Material shown:
______

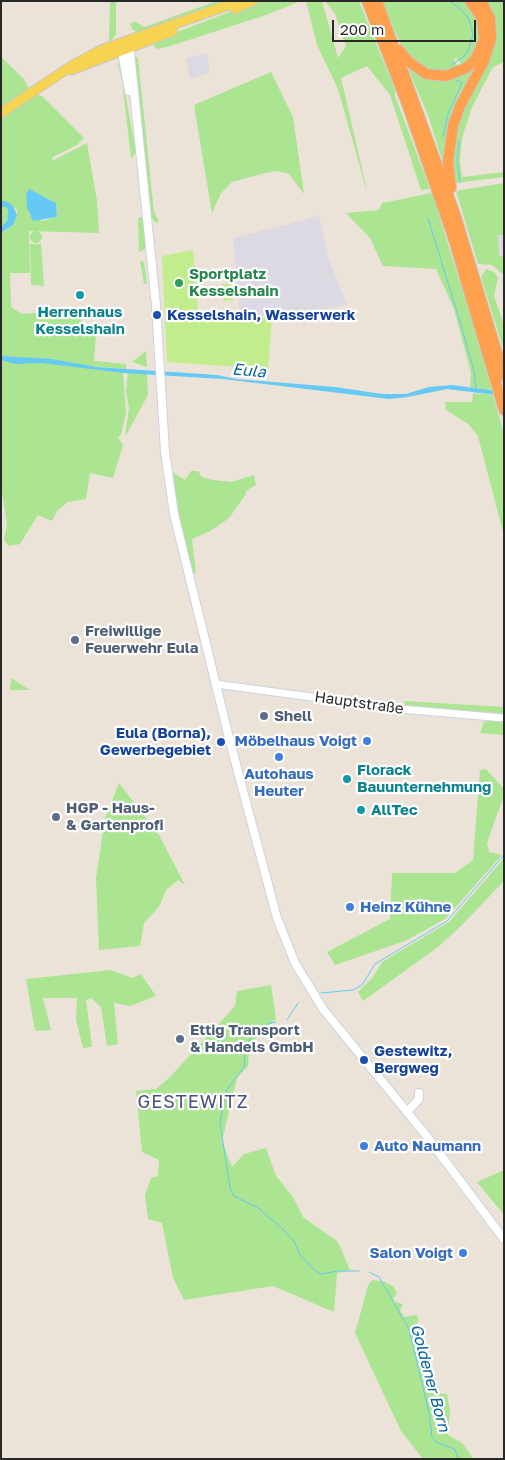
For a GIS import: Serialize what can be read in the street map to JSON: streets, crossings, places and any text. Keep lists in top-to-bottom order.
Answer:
{
  "streets": {
    "street": ["Hauptstraße"]
  },
  "districts": ["GESTEWITZ"],
  "water": ["Eula", "Goldener Born"],
  "places": [
    "Sportplatz Kesselshain",
    "Herrenhaus Kesselshain",
    "Kesselshain, Wasserwerk",
    "Freiwillige Feuerwehr Eula",
    "Shell",
    "Möbelhaus Voigt",
    "Eula (Borna), Gewerbegebiet",
    "Autohaus Heuter",
    "Florack Bauunternehmung",
    "AllTec",
    "HGP - Haus- & Gartenprofi",
    "Heinz Kühne",
    "Ettig Transport & Handels GmbH",
    "Gestewitz, Bergweg",
    "Auto Naumann",
    "Salon Voigt"
  ],
  "scale_bar": "200 m"
}
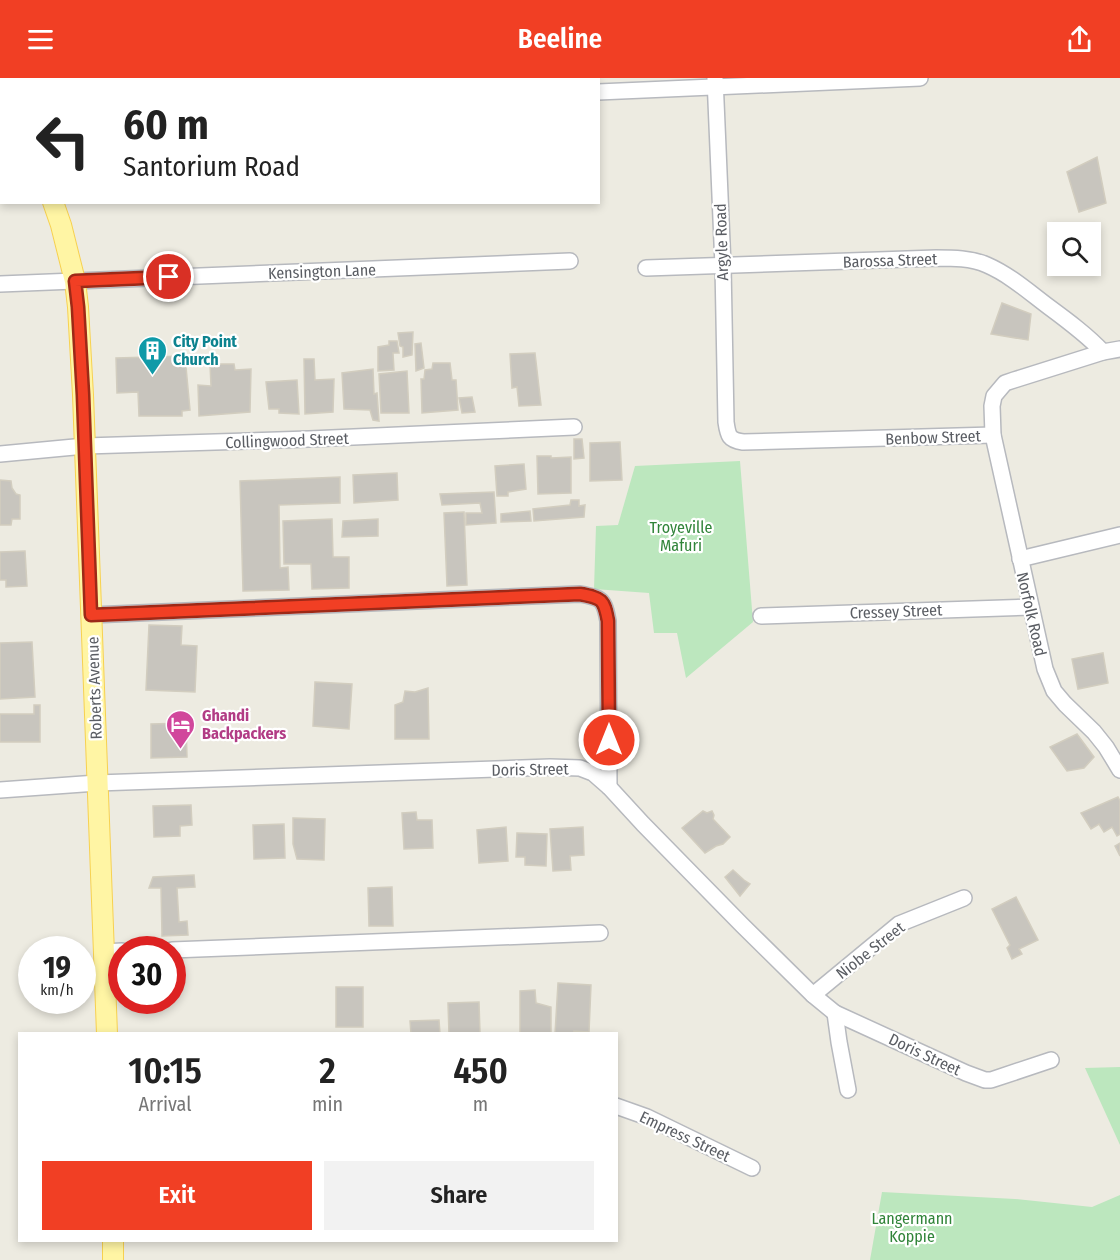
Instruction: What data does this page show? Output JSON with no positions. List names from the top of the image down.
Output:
{
  "streets": {
    "main road": ["Roberts Avenue"],
    "street": [
      "Argyle Road",
      "Barossa Street",
      "Kensington Lane",
      "Benbow Street",
      "Collingwood Street",
      "Cressey Street",
      "Norfolk Road",
      "Doris Street",
      "Niobe Street",
      "Empress Street"
    ]
  },
  "crossings": [
    ["Argyle Road", "Barossa Street"],
    ["Argyle Road", "Benbow Street"],
    ["Barossa Street", "Benbow Street"],
    ["Kensington Lane", "Roberts Avenue"],
    ["Benbow Street", "Norfolk Road"],
    ["Collingwood Street", "Roberts Avenue"],
    ["Cressey Street", "Norfolk Road"],
    ["Roberts Avenue", "Doris Street"],
    ["Doris Street", "Niobe Street"]
  ],
  "parks": ["Troyeville Mafuri", "Langermann Koppie"],
  "places": {
    "building": ["City Point Church"],
    "hotel": ["Ghandi Backpackers"]
  },
  "page": {
    "header": "Beeline",
    "turn": ["60 m", "Santorium Road"],
    "speed": "19 km/h",
    "limit": "30",
    "eta": [
      "10:15",
      "Arrival",
      "2",
      "min",
      "450",
      "m"
    ],
    "buttons": ["Exit", "Share"]
  }
}
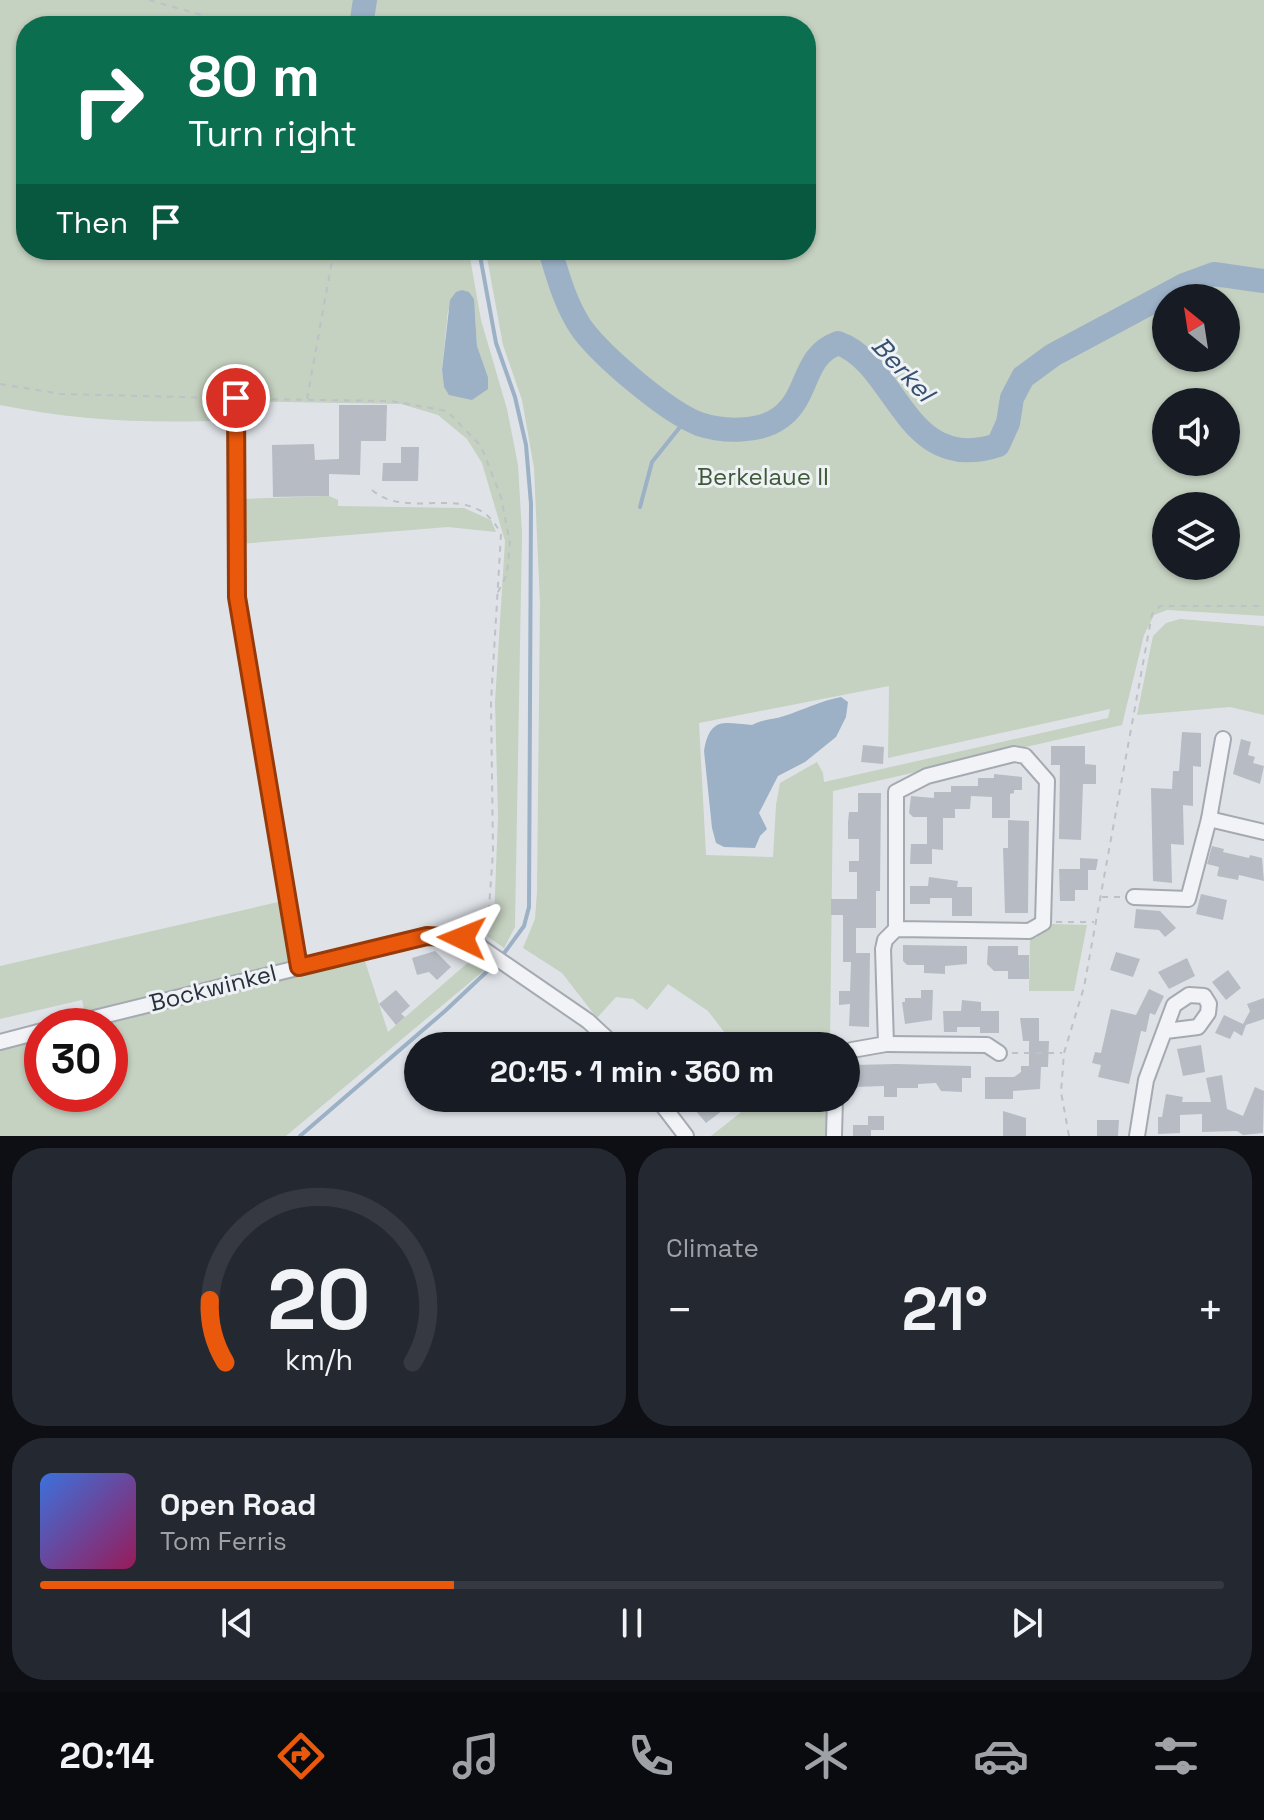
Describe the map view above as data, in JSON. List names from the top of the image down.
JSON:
{
  "streets": {
    "street": ["Bockwinkel"]
  },
  "water": ["Berkel"],
  "parks": ["Berkelaue II"],
  "north": "top left",
  "page": {
    "turn": ["80 m", "Turn right"],
    "then": "Then",
    "limit": "30",
    "trip": "20:15 · 1 min · 360 m",
    "tile": "Climate",
    "heat": ["−", "21°", "+"],
    "song": ["Open Road", "Tom Ferris"],
    "tabs": "20:14",
    "gauge": ["20", "km/h"]
  }
}
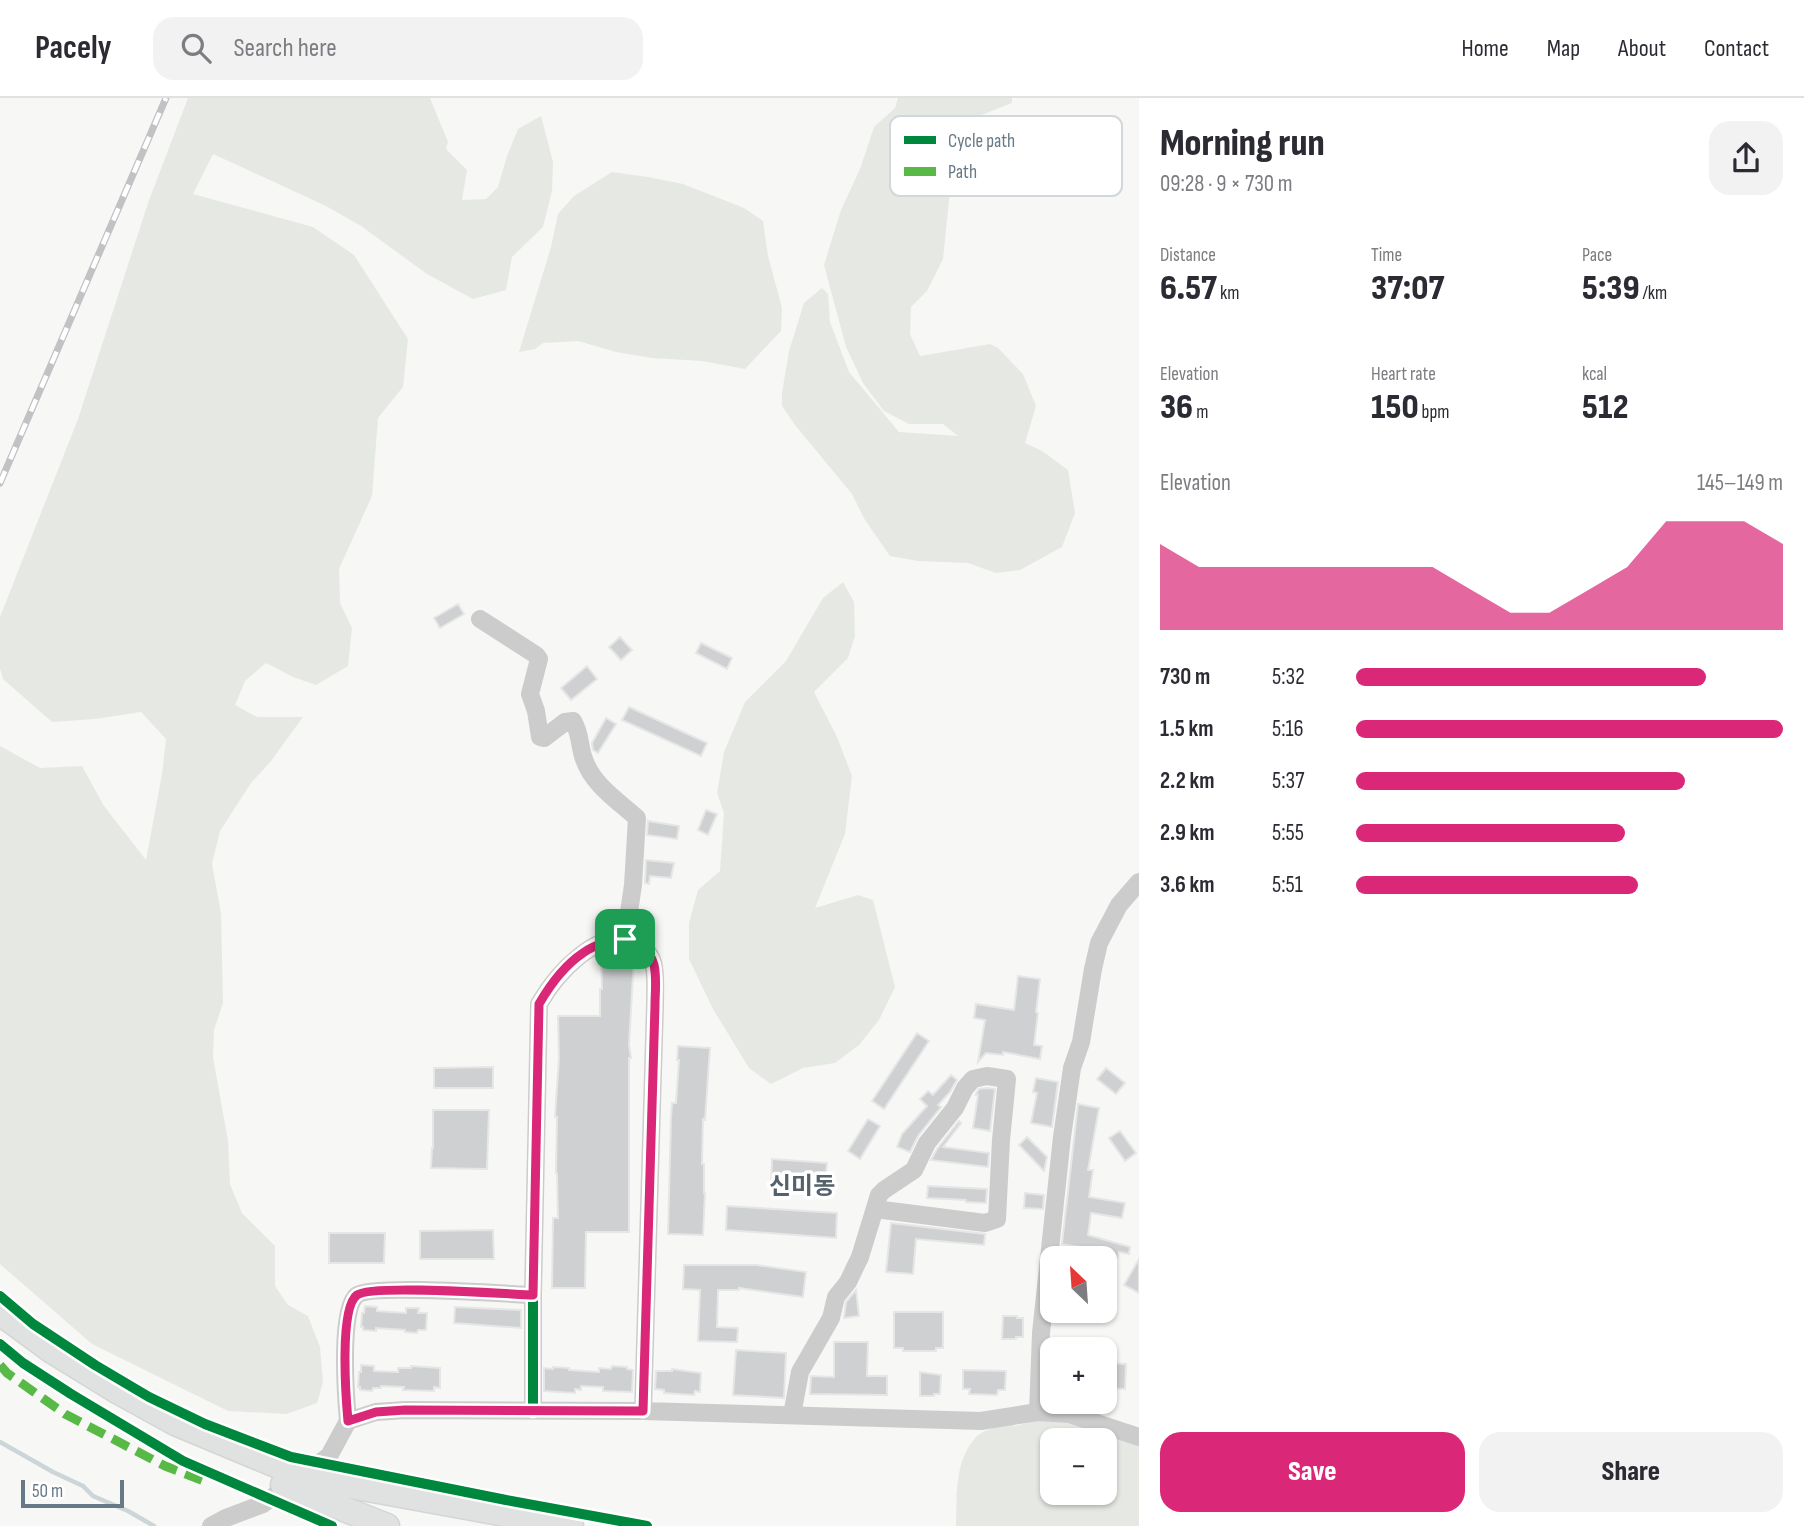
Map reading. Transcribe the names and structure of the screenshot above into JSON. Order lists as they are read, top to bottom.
{
  "districts": ["신미동"],
  "legend": ["Cycle path", "Path"],
  "scale_bar": "50 m",
  "north": "top left",
  "page": {
    "header": "Pacely",
    "search": "Search here",
    "nav": [
      "Home",
      "Map",
      "About",
      "Contact"
    ],
    "heading": ["Morning run", "09:28 · 9 × 730 m"],
    "stats": [
      ["Distance", "6.57 km"],
      ["Time", "37:07"],
      ["Pace", "5:39 /km"],
      ["Elevation", "36 m"],
      ["Heart rate", "150 bpm"],
      ["kcal", "512"]
    ],
    "chart": ["Elevation", "145–149 m"],
    "list": [
      {
        "name": "730 m",
        "note": "5:32"
      },
      {
        "name": "1.5 km",
        "note": "5:16"
      },
      {
        "name": "2.2 km",
        "note": "5:37"
      },
      {
        "name": "2.9 km",
        "note": "5:55"
      },
      {
        "name": "3.6 km",
        "note": "5:51"
      }
    ],
    "map_buttons": ["+", "−"],
    "buttons": ["Save", "Share"],
    "scale": "50 m"
  }
}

______

Task to carry out: Write out the lines of the entries above exactly, beginning with the first and ending with the line that contains "Describe the map". No picture goes in.

Your solution:
For a GIS import: Serialize what can be read in the street map to JSON: streets, crossings, places and any text. Keep lists in top-to-bottom order.
Answer:
{
  "streets": {
    "street": ["Hauptstraße"]
  },
  "districts": ["GESTEWITZ"],
  "water": ["Eula", "Goldener Born"],
  "places": [
    "Sportplatz Kesselshain",
    "Herrenhaus Kesselshain",
    "Kesselshain, Wasserwerk",
    "Freiwillige Feuerwehr Eula",
    "Shell",
    "Möbelhaus Voigt",
    "Eula (Borna), Gewerbegebiet",
    "Autohaus Heuter",
    "Florack Bauunternehmung",
    "AllTec",
    "HGP - Haus- & Gartenprofi",
    "Heinz Kühne",
    "Ettig Transport & Handels GmbH",
    "Gestewitz, Bergweg",
    "Auto Naumann",
    "Salon Voigt"
  ],
  "scale_bar": "200 m"
}
Instruction: What data does this page show? Output JSON with no positions. List names from the top of the image down.
Output:
{
  "streets": {
    "main road": ["Roberts Avenue"],
    "street": [
      "Argyle Road",
      "Barossa Street",
      "Kensington Lane",
      "Benbow Street",
      "Collingwood Street",
      "Cressey Street",
      "Norfolk Road",
      "Doris Street",
      "Niobe Street",
      "Empress Street"
    ]
  },
  "crossings": [
    ["Argyle Road", "Barossa Street"],
    ["Argyle Road", "Benbow Street"],
    ["Barossa Street", "Benbow Street"],
    ["Kensington Lane", "Roberts Avenue"],
    ["Benbow Street", "Norfolk Road"],
    ["Collingwood Street", "Roberts Avenue"],
    ["Cressey Street", "Norfolk Road"],
    ["Roberts Avenue", "Doris Street"],
    ["Doris Street", "Niobe Street"]
  ],
  "parks": ["Troyeville Mafuri", "Langermann Koppie"],
  "places": {
    "building": ["City Point Church"],
    "hotel": ["Ghandi Backpackers"]
  },
  "page": {
    "header": "Beeline",
    "turn": ["60 m", "Santorium Road"],
    "speed": "19 km/h",
    "limit": "30",
    "eta": [
      "10:15",
      "Arrival",
      "2",
      "min",
      "450",
      "m"
    ],
    "buttons": ["Exit", "Share"]
  }
}
Describe the map view above as data, in JSON. List names from the top of the image down.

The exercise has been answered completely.